_PROBLEM REQUIREMENTS_: For the listing below, count the lines that contain "look" and report only the number.

*** RECORDED DATA Section Begins ***

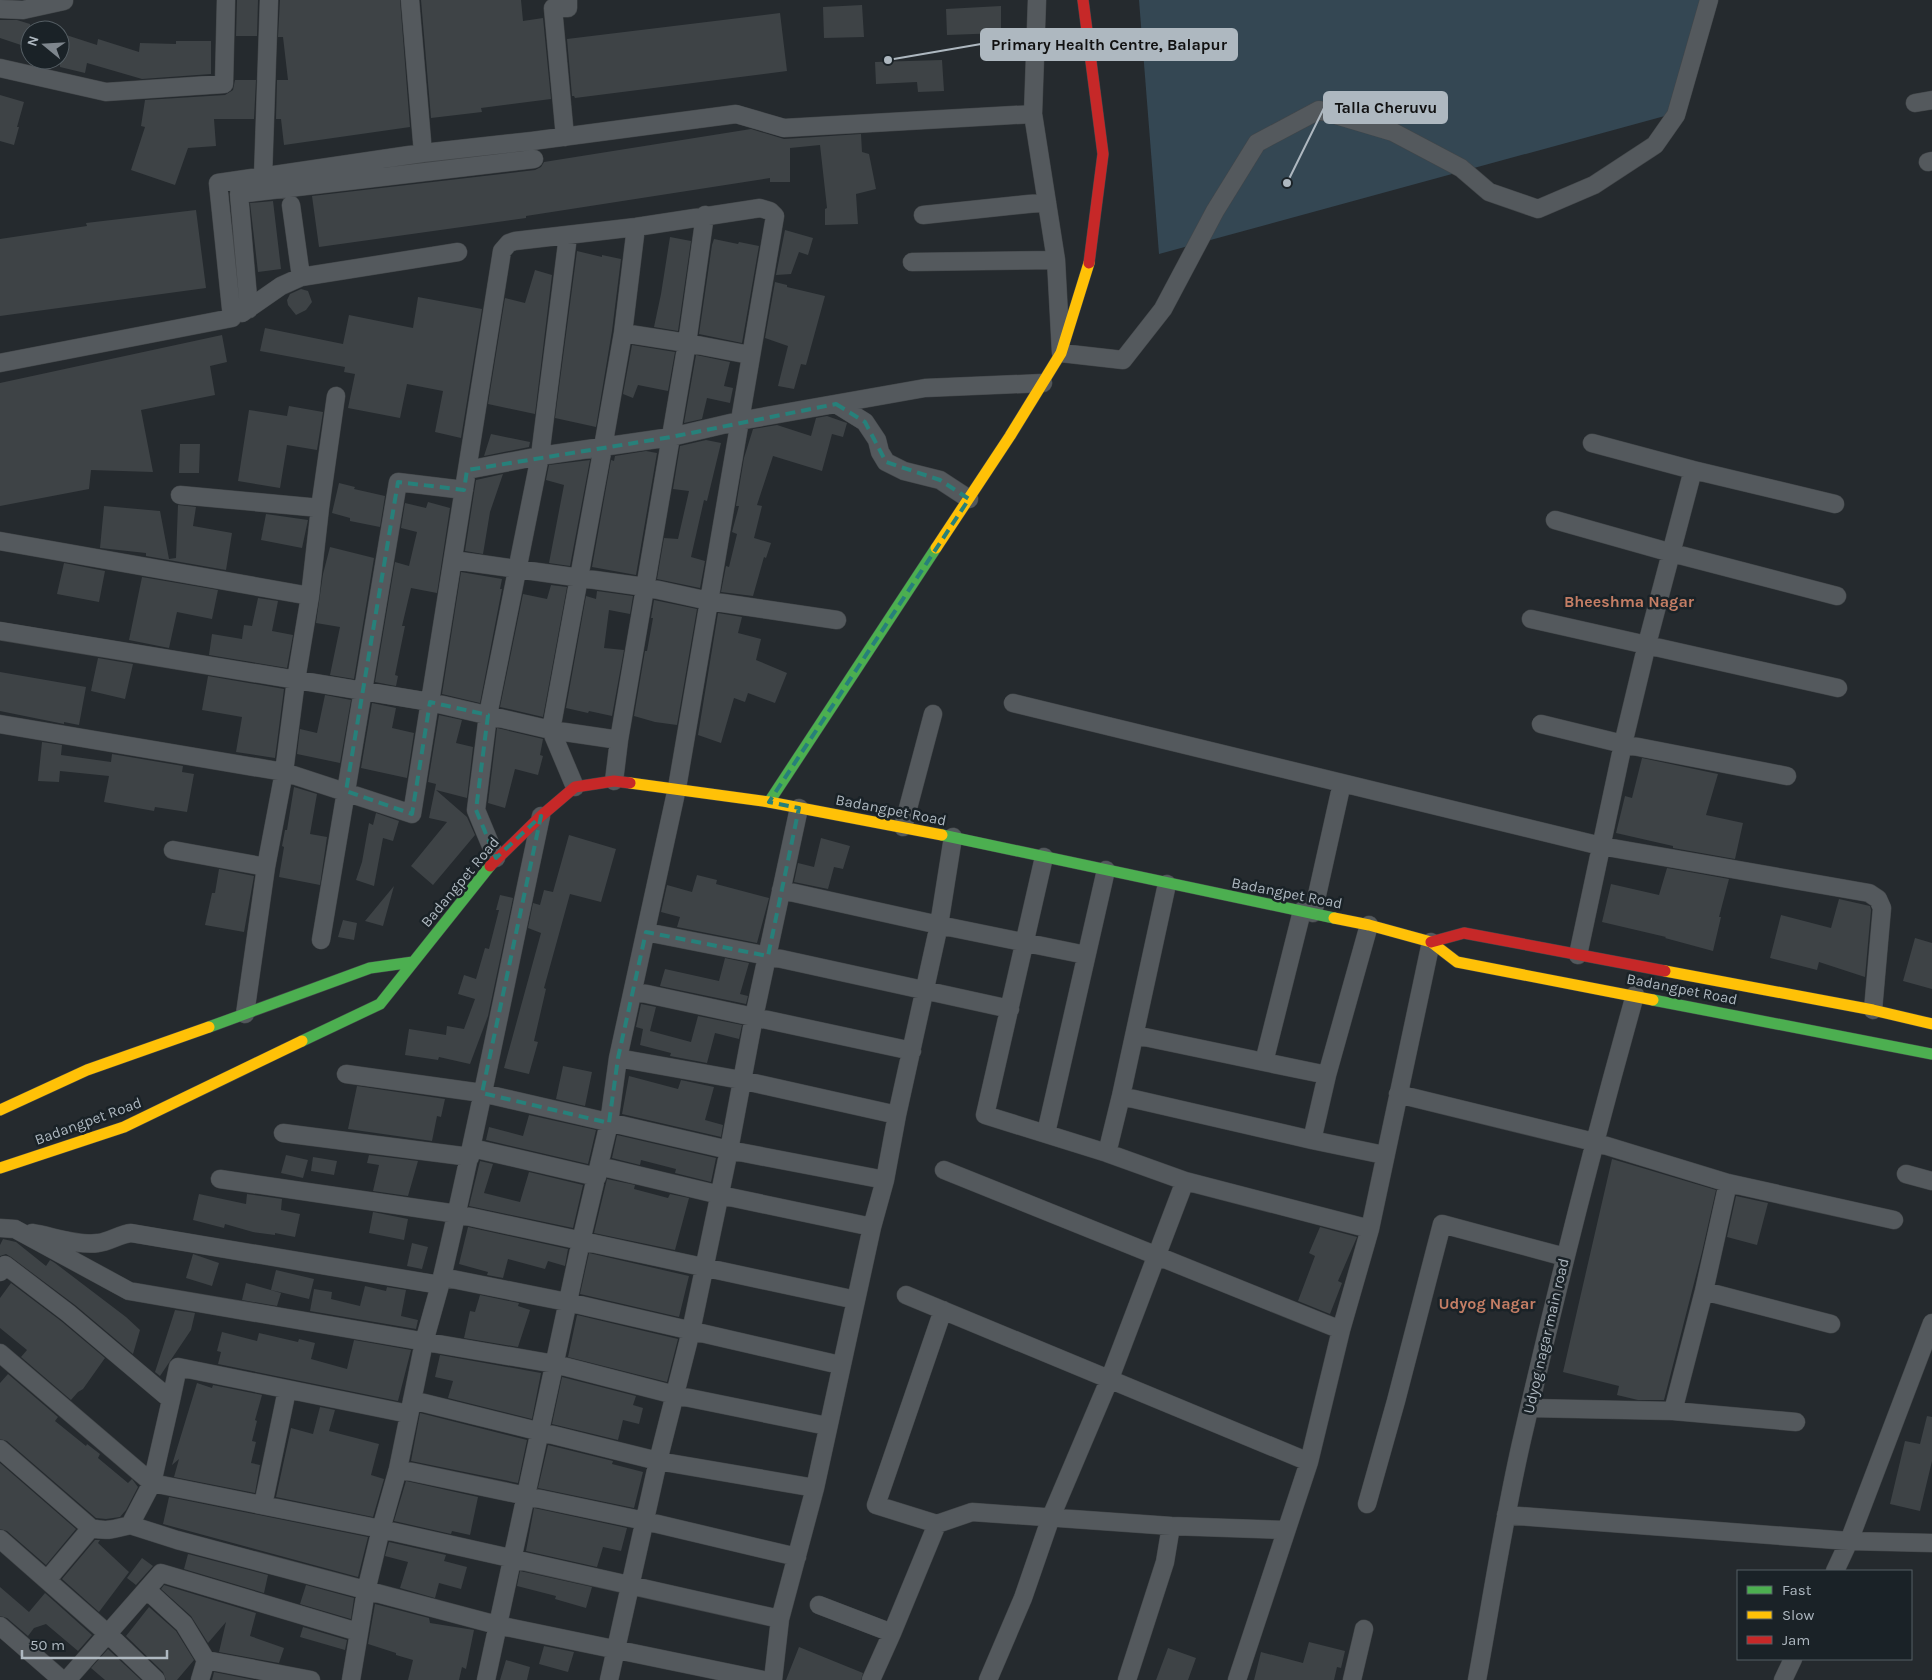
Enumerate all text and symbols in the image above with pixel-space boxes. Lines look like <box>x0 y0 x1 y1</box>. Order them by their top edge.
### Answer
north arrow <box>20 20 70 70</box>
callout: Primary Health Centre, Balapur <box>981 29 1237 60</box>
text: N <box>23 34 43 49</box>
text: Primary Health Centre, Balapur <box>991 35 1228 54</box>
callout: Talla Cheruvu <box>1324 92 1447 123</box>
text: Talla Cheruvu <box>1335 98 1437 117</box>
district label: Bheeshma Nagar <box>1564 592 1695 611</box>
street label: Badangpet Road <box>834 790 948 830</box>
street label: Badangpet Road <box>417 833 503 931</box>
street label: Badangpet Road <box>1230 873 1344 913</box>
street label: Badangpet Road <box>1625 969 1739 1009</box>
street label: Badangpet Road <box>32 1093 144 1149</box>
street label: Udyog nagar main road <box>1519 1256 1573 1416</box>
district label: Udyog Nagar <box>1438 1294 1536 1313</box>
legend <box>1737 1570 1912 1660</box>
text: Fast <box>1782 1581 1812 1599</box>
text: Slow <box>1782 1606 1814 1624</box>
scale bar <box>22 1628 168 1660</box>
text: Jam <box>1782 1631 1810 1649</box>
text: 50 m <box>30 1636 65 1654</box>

*** RECORDED DATA Section Ends ***
*** RECORDED DATA Section Begins ***

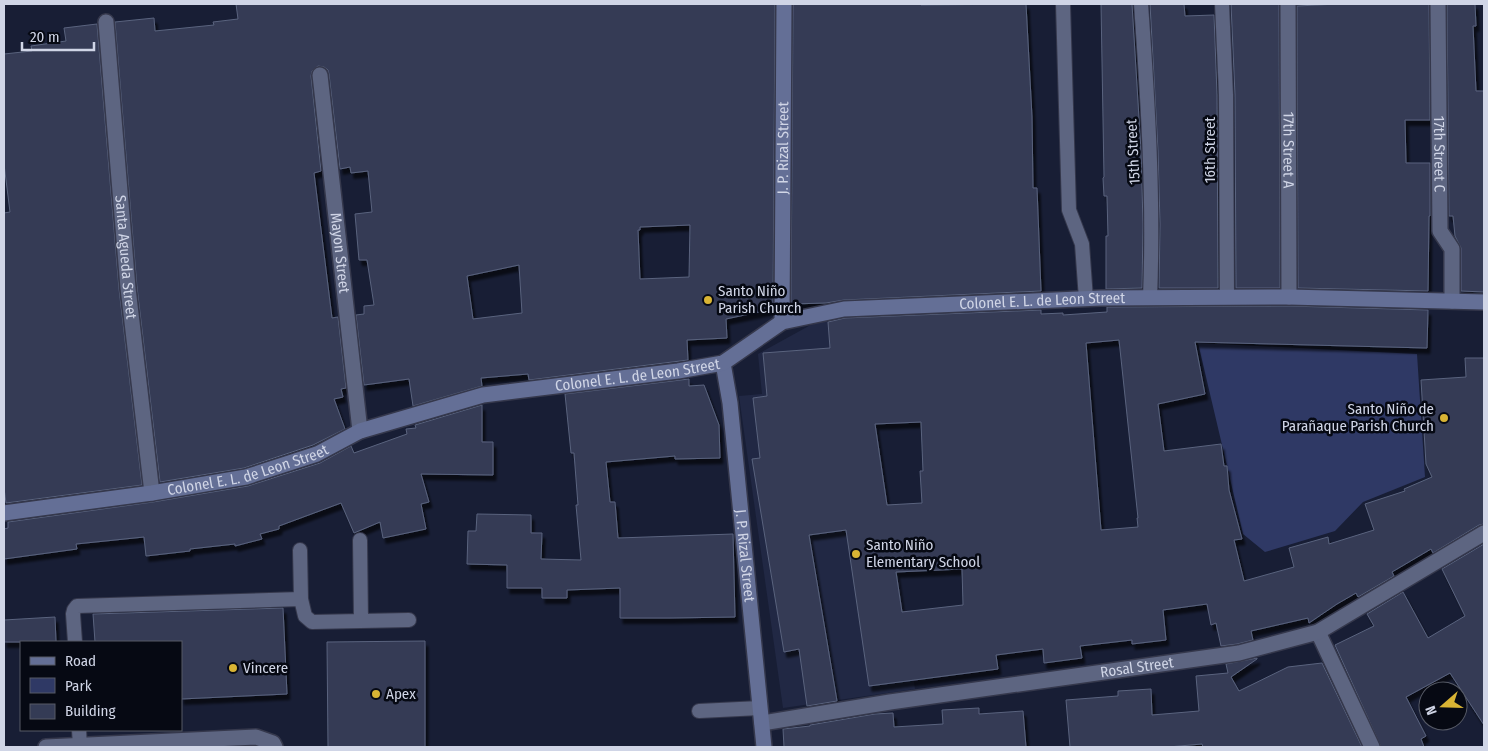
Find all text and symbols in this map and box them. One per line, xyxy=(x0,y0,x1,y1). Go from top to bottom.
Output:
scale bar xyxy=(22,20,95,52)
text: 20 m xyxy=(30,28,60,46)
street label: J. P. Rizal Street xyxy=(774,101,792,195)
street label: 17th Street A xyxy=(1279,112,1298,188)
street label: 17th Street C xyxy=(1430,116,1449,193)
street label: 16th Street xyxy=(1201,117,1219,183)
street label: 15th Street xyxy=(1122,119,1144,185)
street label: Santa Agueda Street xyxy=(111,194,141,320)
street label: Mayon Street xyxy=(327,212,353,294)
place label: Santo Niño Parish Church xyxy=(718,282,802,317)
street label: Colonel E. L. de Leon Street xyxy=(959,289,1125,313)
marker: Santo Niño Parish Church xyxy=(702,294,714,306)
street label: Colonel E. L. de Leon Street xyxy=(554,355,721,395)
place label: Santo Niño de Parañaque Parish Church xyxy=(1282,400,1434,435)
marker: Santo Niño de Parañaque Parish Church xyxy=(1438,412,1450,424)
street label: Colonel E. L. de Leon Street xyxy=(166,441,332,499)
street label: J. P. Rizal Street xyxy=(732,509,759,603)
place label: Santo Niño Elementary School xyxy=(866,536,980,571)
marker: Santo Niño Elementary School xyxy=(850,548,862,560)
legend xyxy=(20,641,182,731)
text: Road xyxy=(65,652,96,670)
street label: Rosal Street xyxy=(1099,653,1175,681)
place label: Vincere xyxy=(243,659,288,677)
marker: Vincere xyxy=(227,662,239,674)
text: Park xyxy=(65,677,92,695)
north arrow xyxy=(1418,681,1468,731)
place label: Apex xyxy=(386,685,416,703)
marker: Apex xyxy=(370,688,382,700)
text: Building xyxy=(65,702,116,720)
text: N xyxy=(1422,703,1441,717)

*** RECORDED DATA Section Ends ***
*** RECORDED DATA Section Begins ***

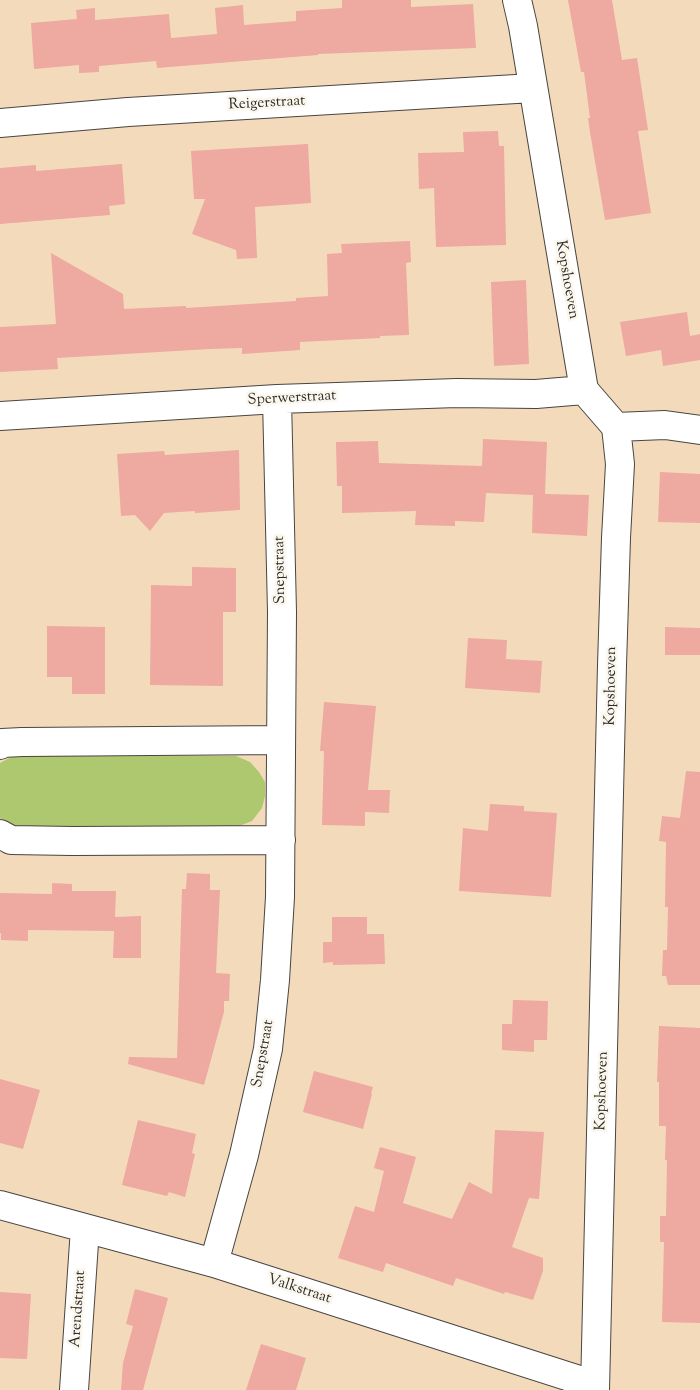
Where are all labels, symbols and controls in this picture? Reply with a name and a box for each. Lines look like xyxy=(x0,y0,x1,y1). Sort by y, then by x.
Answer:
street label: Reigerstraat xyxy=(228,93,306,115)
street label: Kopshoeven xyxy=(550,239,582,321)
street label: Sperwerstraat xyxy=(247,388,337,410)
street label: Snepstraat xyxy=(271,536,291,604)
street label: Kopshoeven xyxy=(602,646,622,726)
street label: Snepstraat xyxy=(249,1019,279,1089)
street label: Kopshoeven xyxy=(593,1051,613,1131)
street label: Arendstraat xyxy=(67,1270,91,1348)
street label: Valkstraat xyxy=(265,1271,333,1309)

*** RECORDED DATA Section Ends ***

_FINISHED TASK_: 2